> **REQUIREMENT**
Could you state how many lines of the material hold "const"? Include nothing beyond the number.

(DATASET EXTRACT begins)

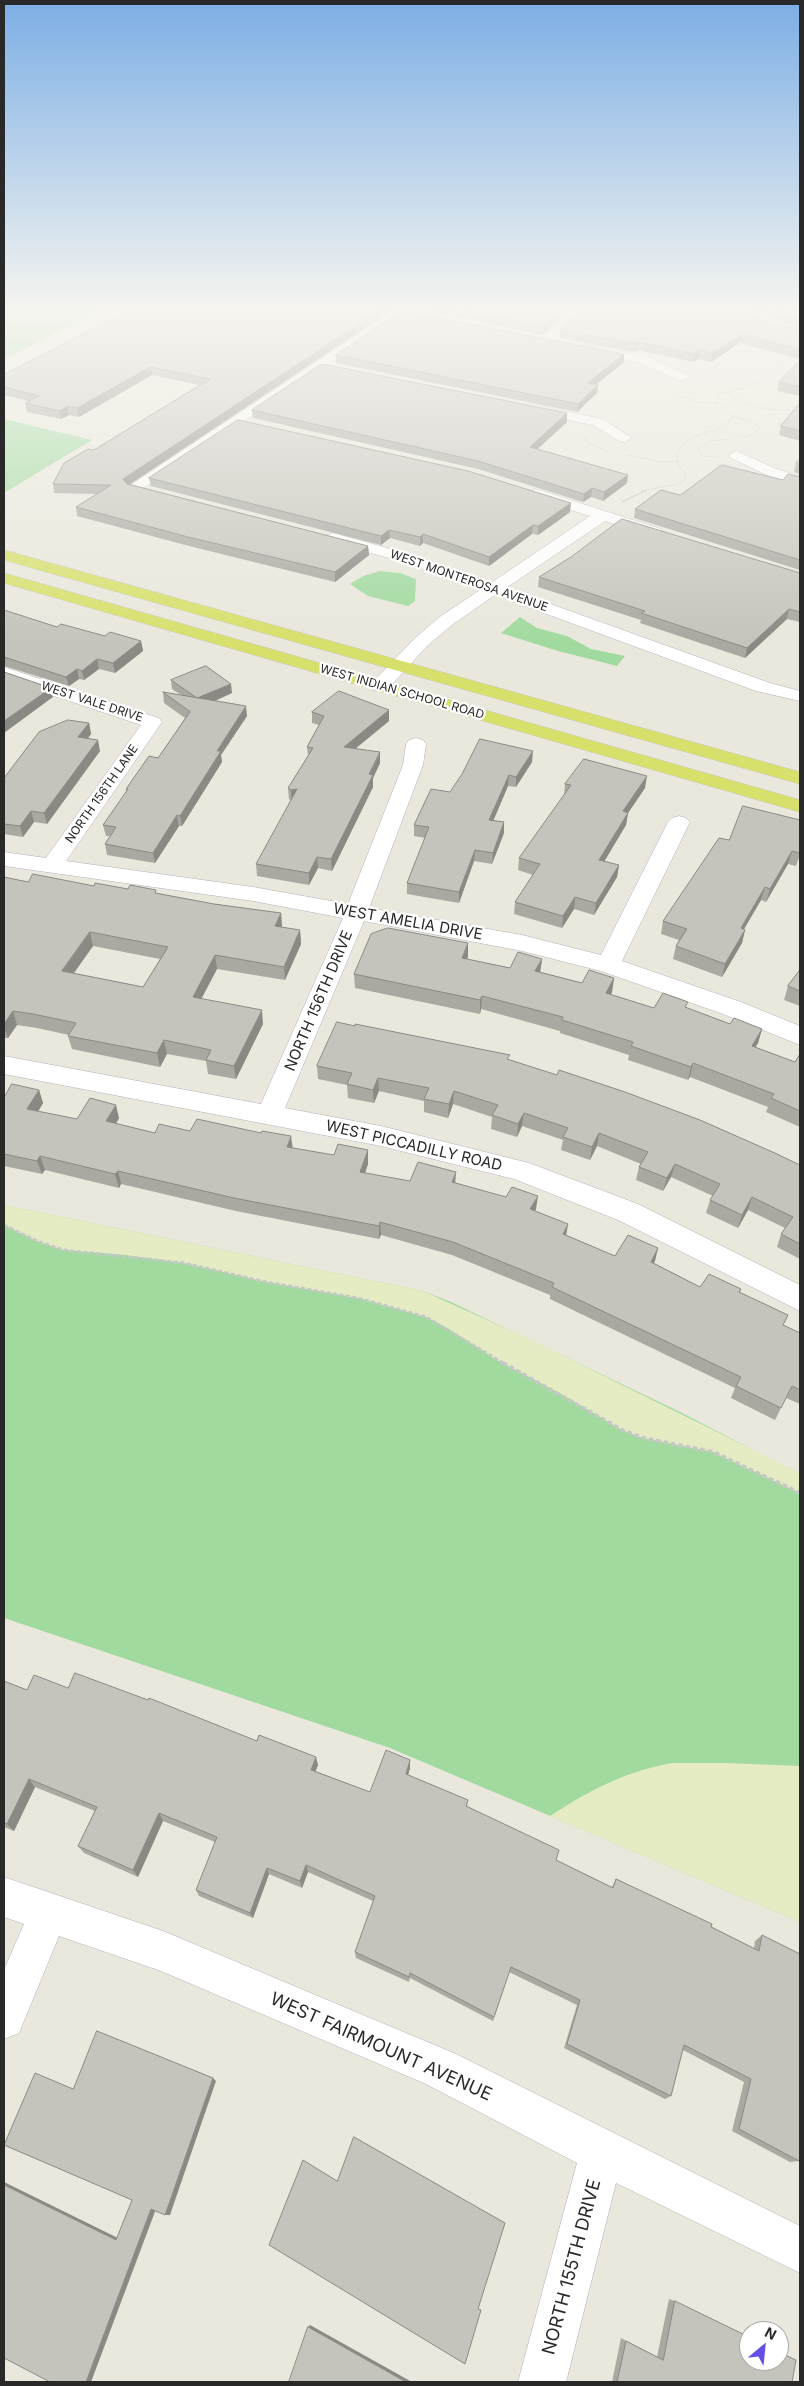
<!DOCTYPE html>
<html>
<head>
<meta charset="utf-8">
<style>
	body { margin:0 }
	#map { position:relative; width:804px; height:2386px; overflow:hidden; background:#eae8dd; font-family:Inter,sans-serif }
	canvas { display:block }
	.frame { position:absolute; inset:0; border:5px solid #292929; pointer-events:none }
	.north { position:absolute; left:739px; top:2321px; width:50px; height:50px; box-sizing:border-box; background:#fff; border:1px solid #a9a9a9; border-radius:50%; rotate:28deg; font-size:14px; font-weight:700; line-height:20px; text-align:center; color:#292929 }
	.north::after { content:''; display:block; margin:auto; width:18px; height:22px; background:#624fe5; clip-path:polygon(50% 0,100% 100%,50% 72%,0 100%) }
</style>
</head>
<body>
<div id="map">
<canvas width="804" height="2386"></canvas>
<div class="frame"></div>
<div class="north">N</div>
</div>
<script>
const c = document.querySelector('canvas').getContext('2d');
c.lineJoin = 'round';
function fill(path, color) { c.fillStyle = color; c.fill(path, 'evenodd'); }
function stroke(path, color, width, dash) { c.strokeStyle = color; c.lineWidth = width; c.lineCap = dash ? 'butt' : 'round'; c.setLineDash(dash || []); c.stroke(path); }
function label(font, color, halo, rows, align = 'center') {
  c.font = font + ' Inter,sans-serif'; c.lineWidth = 4.5; c.setLineDash([]); c.textBaseline = 'middle'; c.strokeStyle = halo; c.fillStyle = color; for (const [text, x, y, turn = 0] of rows) {
    c.save(); c.translate(x, y); c.rotate((+turn || 0) * Math.PI / 180); c.textAlign = isNaN(turn) ? turn : align; if (halo) c.strokeText(text, 0, 0); c.fillText(text, 0, 0); c.restore();
  }
}
fill(new Path2D(`
	M4 310H101L4 359Z
	M4 419 92 440 4 493Z
	M380 571 400 573 416 579 415 601 408 606 368 596 350 584 363 576Z
	M520 617 537 628 567 636 591 649 625 656 617 666 558 651 501 633Z
	M4 1205 423 1291 451 1302 680 1412 800 1474V1922L390 1748 4 1618Z`), '#a1da9f');
fill(new Path2D(`
	M4 1205 423 1291 525 1337 766 1456 800 1474V1493L713 1452 643 1438 622 1430 563 1395 497 1360 449 1329 426 1317 358 1298 266 1282 184 1263 125 1255 63 1250 37 1241 4 1225Z
	M672 1763H727L800 1766V1922L550 1816C590 1790 624 1772 672 1763Z`), '#e5ebc3');
const minor = new Path2D(`
	M395 310H410L139 491H129L126 488Z
	M564 310H576L573 321 551 344H543L541 341 563 317Z
	M587 345 645 356 686 374 688 377 681 381 636 362 582 352 581 349 582 346Z
	M530 404 602 419 632 438 625 442 620 441 593 425 525 411 523 408 525 405Z
	M736 451 779 470 800 476V485L769 476 731 458 729 455Z
	M536 489 661 529 663 532 661 535 655 537 605 521 506 588 770 683 800 691V701L756 691 495 595 453 624 427 646 387 690H373L371 686 373 682 415 638 441 616 480 590 407 563 327 541 325 538 327 535 333 533 419 557 491 583 590 516 531 497 528 494Z
	M4 667 159 718 162 722 66 861 253 887 348 904 403 765 406 744 409 740 416 738 423 740 426 744 423 765 369 908 522 935 601 955 668 822 672 818 679 816 686 818 690 822 622 961 741 1002 800 1026V1045L723 1014 601 971 522 951 364 921 285 1108 381 1126 529 1163 638 1204 800 1285V1311L618 1220 514 1179 381 1146 4 1074V1056L261 1104 343 918 253 901 4 866V852L46 858 141 725 4 679Z
	M4 1877 163 1931 456 2054 800 2226V2273L616 2183 566 2382H518L577 2163 426 2084 161 1971 59 1936 19 2033 4 2039V1970L24 1924 4 1917Z`);
const major = new Path2D(`
	M4 550 800 772V784L4 560Z
	M4 573 800 800V812L4 583Z`);
stroke(minor, '#b2b0bb', 1);
stroke(major, '#c7c7c7', 1);
stroke(new Path2D(`
	M727 392C750 408 771 412 798 409
	M715 403 720 394C755 385 766 383 789 354
	M733 416 755 423 759 429 749 436 739 437
	M584 436 588 443 608 452
	M627 455 662 462H678
	M718 457 702 456 699 453V448L711 441 728 439
	M642 491 678 484 685 480 686 476C684 472 679 467 678 463 671 438 708 434 722 427 727 424 730 420 733 416L720 404 698 402 673 394`), '#c7c7c7', 1, [2, 1]);
stroke(new Path2D(`
	M622 502 647 490`), '#c7c7c7', 2, [2.5, 1]);
stroke(new Path2D(`
	M4 1225 37 1241 63 1250 184 1263 266 1282 358 1298 426 1317 505 1364`), '#c7c7c7', 3, [4, 2.5]);
stroke(new Path2D(`
	M503 1363 622 1430 643 1438 713 1452 800 1493`), '#c7c7c7', 4, [4.5, 3]);
fill(minor, '#fff');
fill(major, '#d7e06b');
fill(new Path2D(`
	M392 310 130 484 368 546 369 555 335 582 189 546 77 516 76 507 97 494 54 493 53 484 94 450 199 385 152 375 79 417 69 415 61 419 27 412 25 403 29 401 4 395V375Z
	M420 310H562L561 316 543 335Z
	M749 310H800V328Z
	M576 313 754 317 800 331V359L740 343 711 362 698 359 693 362 637 350 635 352 560 338V330Z
	M336 355 624 362 595 385 597 393 577 412 336 363Z
	M800 361V396L777 391 779 382Z
	M800 403V441L779 435 781 426Z
	M252 410 567 422 537 449 627 483 603 501 591 497 583 502 478 469 253 418Z
	M796 463 800 465V474L794 472Z
	M800 477V570L634 518 635 509 680 495Z
	M149 478 570 512 538 535 532 534 489 566 423 543 420 546 390 538 381 545 151 486Z
	M800 573V622L787 619 745 658 640 623 641 620 538 587 539 577Z
	M4 610 57 627 105 636 141 641 143 651 115 673 99 669 84 680 79 679 69 686 4 666Z
	M171 680 232 693 215 701 247 716 221 755 222 762 182 826H179L155 863 107 855 105 844 110 836H106L103 825 127 792 126 789 158 758 185 718 164 703 163 692 181 695 172 689Z
	M389 710V721L356 748 380 763 373 778V787L332 871 318 868 309 885 257 876 256 864 291 801 289 799 288 788 308 756 307 747 319 725 312 723V712Z
	M89 723 91 734 88 738 100 751 47 824 34 822 23 837 4 834V778Z
	M532 762 516 787 508 786 493 820 504 822V833L492 864 474 861 459 903 407 894V883L425 838 414 836V825Z
	M565 784 645 788 628 813 626 825 604 861 619 865 617 877 594 915 574 909 562 928 514 914 515 902 533 875 518 870 519 858 564 796Z
	M800 820V855L796 866 788 864 766 902 761 900 744 929 745 930 742 943 722 977 673 959 676 946 679 940 661 934 663 921 729 840Z
	M4 877 28 882 94 886 128 889 157 893 214 904 281 913 282 927 300 930 301 944 285 980 217 969 201 999 263 1024 236 1079 208 1074 206 1061 167 1054 160 1067 72 1049 68 1036 69 1035 37 1028 17 1025 8 1038H4ZM93 946 160 959 143 987 74 973Z
	M468 957 467 959 510 968 542 959 540 972 582 983 614 978 612 992 611 995 654 1008H687L730 1024 762 1029 758 1043 755 1047 795 1062 800 1054V1127L766 1112 768 1107 690 1077 688 1080 628 1060 629 1055 560 1033V1031L481 1009 480 1014 355 988 354 974Z
	M800 970V1006L784 1000 788 986Z
	M509 1060 800 1165V1259L777 1247 781 1234 785 1228 748 1210 738 1228 706 1213 710 1200 713 1196 671 1177 663 1191 636 1180 639 1167 641 1164 597 1146 590 1160 561 1150 563 1140 522 1126 517 1137 491 1129 492 1117 453 1104 448 1118 424 1112V1101L379 1091 374 1103 348 1098 347 1085 318 1079 317 1066Z
	M39 1090 43 1103 38 1112 77 1119 119 1118 116 1124 155 1133 190 1131 334 1155 368 1150V1164L365 1173 410 1181 456 1183 536 1209 535 1211 566 1235 615 1256 658 1248 654 1263 700 1287 741 1289 740 1293 788 1315 783 1325 800 1333V1404L786 1398 775 1420 731 1398 735 1388 550 1299V1295L452 1255 381 1235 379 1239 236 1211 121 1184 119 1188 45 1170 42 1174 4 1166V1098Z
	M4 1681 27 1690 68 1688 318 1765 315 1771 370 1792 410 1760V1768L408 1775 468 1800 467 1806 556 1860 612 1887 616 1879 754 1948 755 1941 762 1935 799 2161 790 2162 732 2131 744 2082 683 2050 671 2096 665 2099 564 2048 577 2005 509 1972 493 2021 410 1978 409 1982 356 1958 355 1952 373 1901 308 1872 302 1888 269 1874 253 1918 199 1896 196 1890 215 1842 163 1821 138 1877 84 1853 78 1846 95 1811 35 1787 14 1831 4 1827Z
	M669 2299 675 2301 792 2382H612L621 2338 657 2357Z`), '#a9a9a2');
fill(new Path2D(`
	M380 310H392L124 488 123 479Z
	M560 310H562L561 316 543 335 544 327Z
	M742 334 740 343 711 362 712 353Z
	M638 342 637 350 635 352 636 344Z
	M700 350 698 359 693 362 694 354Z
	M624 354V362L588 391V383Z
	M150 367 152 375 79 417 77 408Z
	M598 385 597 393 577 412 578 404Z
	M67 406 69 415 61 419 60 411Z
	M567 413V422L530 456V447Z
	M628 475 627 483 603 501 604 492Z
	M592 488 591 497 583 502 584 494Z
	M571 503 570 512 538 535V526Z
	M533 525 532 534 489 566V557Z
	M389 530 390 538 381 545V536Z
	M423 534V543L420 546V537Z
	M368 546 369 555 335 582V572Z
	M789 609 787 619 745 658 747 648Z
	M141 641 143 651 115 673 113 663Z
	M97 659 99 669 84 680 82 671Z
	M77 669 79 679 69 686 66 677Z
	M231 684 232 693 198 708 197 698Z
	M51 688 53 697 4 733V721Z
	M246 706 247 716 221 755 222 762 182 826 180 816 217 751Z
	M389 710V721L344 758V747Z
	M89 723 91 734 81 748 78 737Z
	M98 740 100 751 47 824 44 813Z
	M533 751 532 762 516 787V777Z
	M380 752V763L373 778V787L332 871 331 859Z
	M509 775 508 786 489 831V820Z
	M647 776 645 788 628 813 626 825 598 872 599 860 623 811Z
	M297 789 292 802 291 790Z
	M31 811 34 822 23 837 20 826Z
	M177 815 179 826 155 863 153 853Z
	M504 822V833L492 864 493 853Z
	M475 850 474 861 459 903V892Z
	M792 851 788 864 766 902 770 889Z
	M317 857 318 868 309 885V873Z
	M619 865 617 877 594 915 596 903Z
	M765 887 761 900 737 941 741 928Z
	M575 897 574 909 562 928 563 916Z
	M281 913 282 927 276 940 275 926Z
	M300 930 301 944 285 980 284 967Z
	M745 930 742 943 722 977 725 964Z
	M90 932 93 946 66 984 62 971Z
	M468 943V957L461 972 462 958Z
	M215 955 217 969 195 1011 193 997Z
	M542 959 540 973 535 971Z
	M614 978 612 992 604 1007 606 993Z
	M482 996 481 1009 480 1014V1000Z
	M262 1010 263 1024 236 1079 234 1066Z
	M13 1011 17 1025 8 1038 4 1027V1024Z
	M762 1029 758 1043 748 1060 752 1046Z
	M164 1040 167 1054 160 1067 157 1053Z
	M693 1063 690 1077 688 1080 691 1067Z
	M378 1078 379 1091 374 1103 373 1090Z
	M39 1090 43 1103 31 1123 27 1109Z
	M454 1091 453 1104 448 1118 449 1104Z
	M116 1105 119 1118 109 1135 106 1121Z
	M524 1113 522 1126 517 1137 518 1124Z
	M599 1133 597 1146 590 1160 592 1147Z
	M291 1136 293 1150 287 1147Z
	M368 1150V1164L361 1185 360 1172Z
	M40 1156 45 1170 42 1174 37 1161Z
	M675 1164 671 1177 663 1191 667 1178Z
	M118 1171 121 1184 119 1188 115 1174Z
	M456 1172 455 1186 452 1182Z
	M538 1196 536 1209 529 1223 530 1209Z
	M752 1197 748 1210 738 1228 742 1215Z
	M380 1222 381 1235 379 1239V1226Z
	M568 1224 566 1237 563 1234Z
	M658 1248 655 1261 647 1275 651 1262Z
	M316 1757 318 1765 313 1778 311 1770Z
	M410 1760V1768L406 1782V1774Z
	M29 1779 35 1787 14 1831 7 1824Z
	M159 1813 163 1821 138 1877 133 1870Z
	M306 1865 308 1872 302 1888 300 1881Z
	M267 1868 269 1874 253 1918 250 1913Z
	M213 2078 216 2081 170 2215H165Z
	M4 2182 122 2240H116L4 2185Z
	M151 2209H156L91 2382H86Z
	M310 2325 412 2382H406L308 2327Z`), '#8a8984');
const building = new Path2D(`
	M130 310H380L123 479 127 484 368 546 335 572 188 537 76 507 111 485 53 484 64 463 88 449 94 450 210 379 150 367 77 408 67 406 60 411 25 403 39 396 4 387V375Z
	M461 310H560L544 327Z
	M576 310H745L754 317 800 331V350L742 334 712 353 700 350 694 354 638 342 636 344 560 330 576 313Z
	M774 310H800V320Z
	M402 311 624 354 588 383 598 385 578 404 336 355Z
	M800 361V387L779 382Z
	M322 364 567 413 530 447 628 475 604 492 592 488 584 494 478 461 252 410Z
	M800 403V431L781 426Z
	M238 420 468 471 571 503 538 526 533 525 489 557 423 534 420 537 389 530 381 536 149 478Z
	M800 459V465L796 463Z
	M722 465 783 480 788 474 800 477V560L635 509 661 490 680 495Z
	M622 519 800 573V612L789 609 747 648 641 613 645 611 539 577 571 557Z
	M4 610 57 627 61 624 105 636 110 632 141 641 113 663 97 659 82 671 77 669 66 677 4 657Z
	M206 666 231 684 197 698 171 680Z
	M4 672 51 688 4 721Z
	M339 691 389 710 344 747 380 752 369 774 373 775 331 859 317 857 309 873 256 864 297 789 291 790 288 788 313 748 307 747 324 716 312 712Z
	M163 692 246 706 217 751H221L180 816 177 815 153 853 105 844 116 827 103 825 128 789H126L149 756 158 758 190 712Z
	M68 720 89 723 78 737 98 740 44 813 31 811 20 826 4 824V778L39 732Z
	M480 739 533 751 516 777 509 775 489 820 504 822 493 853 475 850 459 892 407 883 429 827 414 825 431 789 450 792 462 774Z
	M584 759 647 776 623 811 628 813 599 860 619 865 596 903 575 897 563 916 515 902 540 864 519 858 571 785 565 784Z
	M743 806 800 820V853L792 851 770 889 765 887 741 928 745 930 725 964 676 946 687 929 663 921 719 838 729 840Z
	M33 874 94 886 95 883 128 889 130 885 156 890 155 893 214 904 281 913 275 926 300 930 284 967 215 955 193 997 262 1010 234 1066 206 1060 211 1050 164 1040 157 1053 68 1036 76 1023 33 1014 13 1011 4 1024V877L28 882ZM90 932 168 947 143 987 62 971Z
	M388 928 468 943 462 958 510 968 518 952 542 959 535 971 582 983 589 970 614 978 606 993 654 1008 663 993 688 1002 685 1007 730 1024 734 1018 762 1029 752 1046 795 1062 800 1054V1111L771 1098 774 1094 693 1063 691 1067 631 1046 633 1042 562 1020 563 1017 482 996 480 1000 354 974 371 934Z
	M800 970V991L788 986Z
	M337 1022 355 1026V1024L510 1055 507 1059 557 1075 559 1070 625 1092 700 1120 777 1154 800 1165V1244L781 1234 793 1217 752 1197 742 1215 710 1200 720 1184 675 1164 667 1178 639 1167 648 1152 599 1133 592 1147 563 1137 568 1128 524 1113 518 1124 492 1115 498 1105 454 1091 449 1104 424 1099 429 1088 378 1078 373 1090 347 1084 352 1073 317 1066Z
	M12 1084 39 1090 27 1109 77 1119 90 1098 116 1105 106 1121 155 1133 159 1124 190 1131 197 1119 261 1133 262 1131 291 1136 287 1147 334 1155 338 1144 368 1150 360 1172 410 1181 418 1162 456 1172 452 1182 506 1197 512 1187 538 1196 530 1209 568 1224 563 1234 615 1256 628 1235 658 1248 651 1262 700 1287 709 1274 741 1289 739 1292 788 1315 783 1325 800 1333V1390L792 1386 781 1408 736 1386 741 1377 552 1287 554 1283 453 1242 380 1222 379 1226 234 1198 118 1171 115 1174 40 1156 37 1161 4 1154V1098Z
	M75 1673 148 1700 149 1698 257 1741 259 1735 316 1757 311 1770 370 1792 386 1750 410 1760 406 1774 468 1800 466 1806 559 1850 556 1860 613 1888 616 1879 712 1924 711 1927 759 1951 762 1935 800 1954V2153L799 2161 739 2129 751 2079 684 2045 671 2096 567 2044 580 2000 511 1967 494 2017 410 1973 409 1977 355 1952 375 1896 306 1865 300 1881 267 1868 250 1913 196 1890 217 1837 159 1813 133 1870 78 1846 97 1807 29 1779 7 1824 4 1823V1681L27 1690 34 1675 68 1688Z
	M97 2031 213 2078 165 2215 151 2209 86 2382H50L4 2358V2185L116 2240 132 2200 4 2145 35 2073 73 2089Z
	M354 2137 505 2223 478 2309 481 2310 465 2364 269 2245 303 2160 337 2181Z
	M675 2301 749 2337V2361H779V2352L796 2360 792 2382H617L626 2341 663 2360Z
	M308 2327 406 2382H289Z`);
fill(building, '#c5c4bc');
stroke(building, '#8a8984', 1);
const sky = c.createLinearGradient(0, 0, 0, 644);
sky.addColorStop(0, '#7caee5');
sky.addColorStop(0.48, '#f6f5f0');
sky.addColorStop(1, '#f6f5f000');
c.fillStyle = sky;
c.fillRect(0, 0, 804, 644);
label('12px', '#292929', '#fff', [
	["WEST MONTEROSA AVENUE",469,581,19],
	["WEST INDIAN SCHOOL ROAD",402,692,16],
	["WEST VALE DRIVE",92,702,18],
	["NORTH 156TH LANE",102,794,-55]
]);
label('15px', '#292929', '#fff', [
	["WEST AMELIA DRIVE",408,922,10],
	["NORTH 156TH DRIVE",319,1001,-67],
	["WEST PICCADILLY ROAD",414,1146,13]
]);
label('18px', '#292929', '#fff', [
	["WEST FAIRMOUNT AVENUE",381,2047,24],
	["NORTH 155TH DRIVE",572,2267,-75]
]);
</script>
</body>
</html>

(DATASET EXTRACT ends)

> **EXERCISE OUTPUT**
6